“Il Corano è per sua natura violento”. Una delle tante asserzioni che pullulano spesso nei dibattiti televisivi, talk-show di alta o bassa lega, ma che si sta anche diffondendo a livello popolare.Tuttavia, la domanda che sorge spontanea è: siamo sicuri che non si mai esistito un altro libro sacro che abbia provocato violenza? Se prendiamo alla lettera l’affermazione in questione, esiste un insieme di libri ben noto a noi che non è scevro da connotazioni violente: la Bibbia. Il Corano è quindi il solo libro sacro con passi violenti? Sbuffiamo all’idea.
Violenza nella Bibbia
Per quanto blasfema possa suonare come affermazione nel mondo moderno, è proprio così. Molti personaggi biblici hanno fatto ricorso alla violenza, basti pensare a Mosè che stende la mano sul mar Rosso, facendo strage dell’esercito egiziano, a Giosuè suo erede, non certo tenero nei confronti delle popolazioni abitanti la Terra Promessa… E Dio in tutto questo c’è eccome, è lui a comandare a Mosè cosa fare contro i carri del faraone, si compiace delle conquiste di Giosuè. Se ci atteniamo alla lettera dei testi, il Dio dell’Antico Testamento sarebbe, nella migliore delle ipotesi, un sanguinario pluriomicida.
Questione di metodo
Lungo la storia del cristianesimo si è venuto affermando progressivamente il cosiddetto metodo storico-critico, che ha portato progressivamente a spogliare i testi delle letture assolute e porli in relazione al modo e al tempo di composizione. Possibile che, trattandosi di testi ispirati ma comunque composti da uomini questi testi esprimano anche il punto di vista delle comunità a cui essi sono legati? Legittimare sotto l’idea del “Dio lo vuole” era forse una prassi comune per cementare le comunità a cui i testi sono destinati. Vi suona familiare?

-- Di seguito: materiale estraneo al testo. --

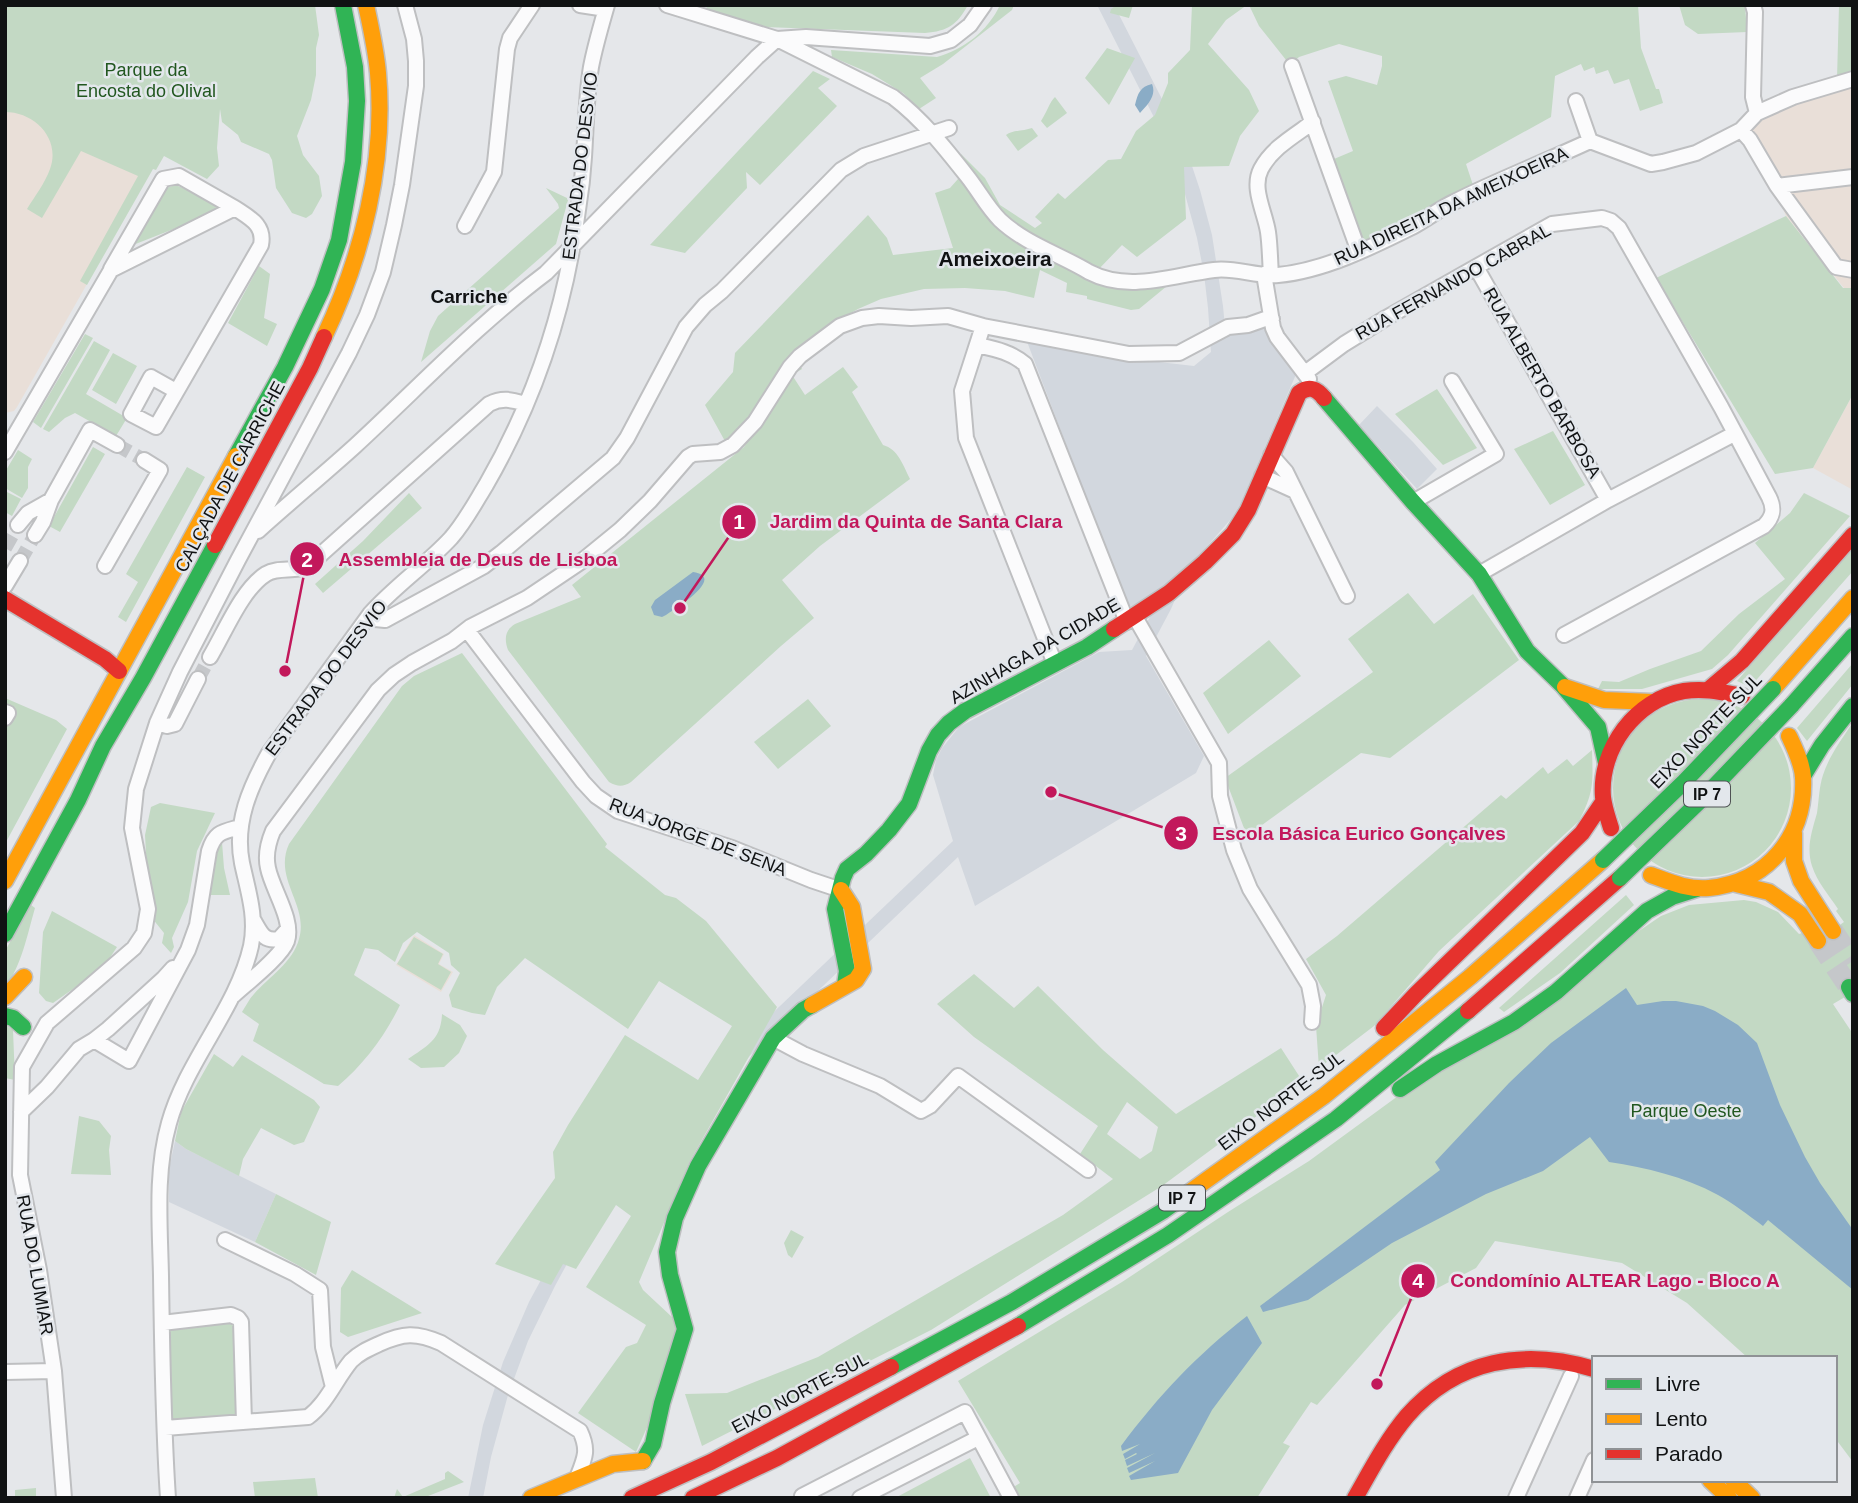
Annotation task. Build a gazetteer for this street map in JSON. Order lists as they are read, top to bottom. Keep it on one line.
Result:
{"streets":{"main road":["CALÇADA DE CARRICHE","AZINHAGA DA CIDADE","EIXO NORTE-SUL","IP 7"],"street":["ESTRADA DO DESVIO","RUA DIREITA DA AMEIXOEIRA","RUA FERNANDO CABRAL","RUA ALBERTO BARBOSA","RUA JORGE DE SENA","RUA DO LUMIAR"]},"crossings":[["RUA FERNANDO CABRAL","RUA ALBERTO BARBOSA"],["AZINHAGA DA CIDADE","RUA JORGE DE SENA"]],"districts":["Ameixoeira","Carriche"],"parks":["Parque da Encosta do Olival","Parque Oeste"],"places":["Jardim da Quinta de Santa Clara","Assembleia de Deus de Lisboa","Escola Básica Eurico Gonçalves","Condomínio ALTEAR Lago - Bloco A"],"legend":["Livre","Lento","Parado"]}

Ostacoli nel mondo musulmano
La legittimazione divina della guerra – jihad – condotta dal profeta Muhammad contro i suoi avversari si inserisce in questa visione della religione come collante sociale. La lettura integralista (“zahirita”) è largamente in uso nel mondo musulmano, in primis l’Arabia Saudita, paese custode dei luoghi sacri dell’Islam. Perché? Perché il Corano è considerato divino e increato, il cui archetipo (umm al-kitab) esisterebbe presso Dio. Tale considerazione deriva dal potentissimo ruolo fonetico, retorico e concettuale rivestito dalla lingua araba, in cui il Corano fu rivelato da Dio. Il passaggio da una lingua di cammellieri e mercanti a una lingua ai limiti della perfezione formale per un arabofono, dotata di rime ed assonanze, poteva far presagire una sola conclusione: il libro è opera divina, non umana. Con buona pace delle sette originali copie del testo (4 a Kufa, 1 a La Mecca, Damasco Baghdad e Bassora) esistenti al tempo della fissazione del canone coranico, ai tempi del terzo califfo Uthman (644-656).
E allora?
I tentativi di introdurre una lettura storico-critica nel mondo musulmano hanno avuto esito poco fortunato, basti pensare alla fucilazione del modernista sudanese Muhammad Taha e alla fuga dall’Egitto del filosofo Nasr Hamid Abu Zayd. Ci sono però prese di coscienza sempre maggiori da parte del mondo islamico: basti pensare alla fondazione in Marocco della università anti-jihad che forma imam in contrasto alla jihad. In Iran, una delle caratteristiche principali dello shi’ismo è la lettura più legata al senso nascosto (batinita) del testo sacro.Da un ripensamento del rapporto con il testo sacro può ripartire un processo di dialogo civile e produttivo: non facciamoci abbagliare dai facili slogan. Il Corano non sarà violento, ma la sua lettura nel senso puramente letterale apre la strada alle distorsioni operate dagli integralisti, così nel Corano come nella Bibbia.
Fonti:
Burnet, Regis. Il Nuovo Testamento, Queriniana, Roma, 2005
Branca, Paolo. Introduzione all’Islam, San Paolo, Milano, 1995.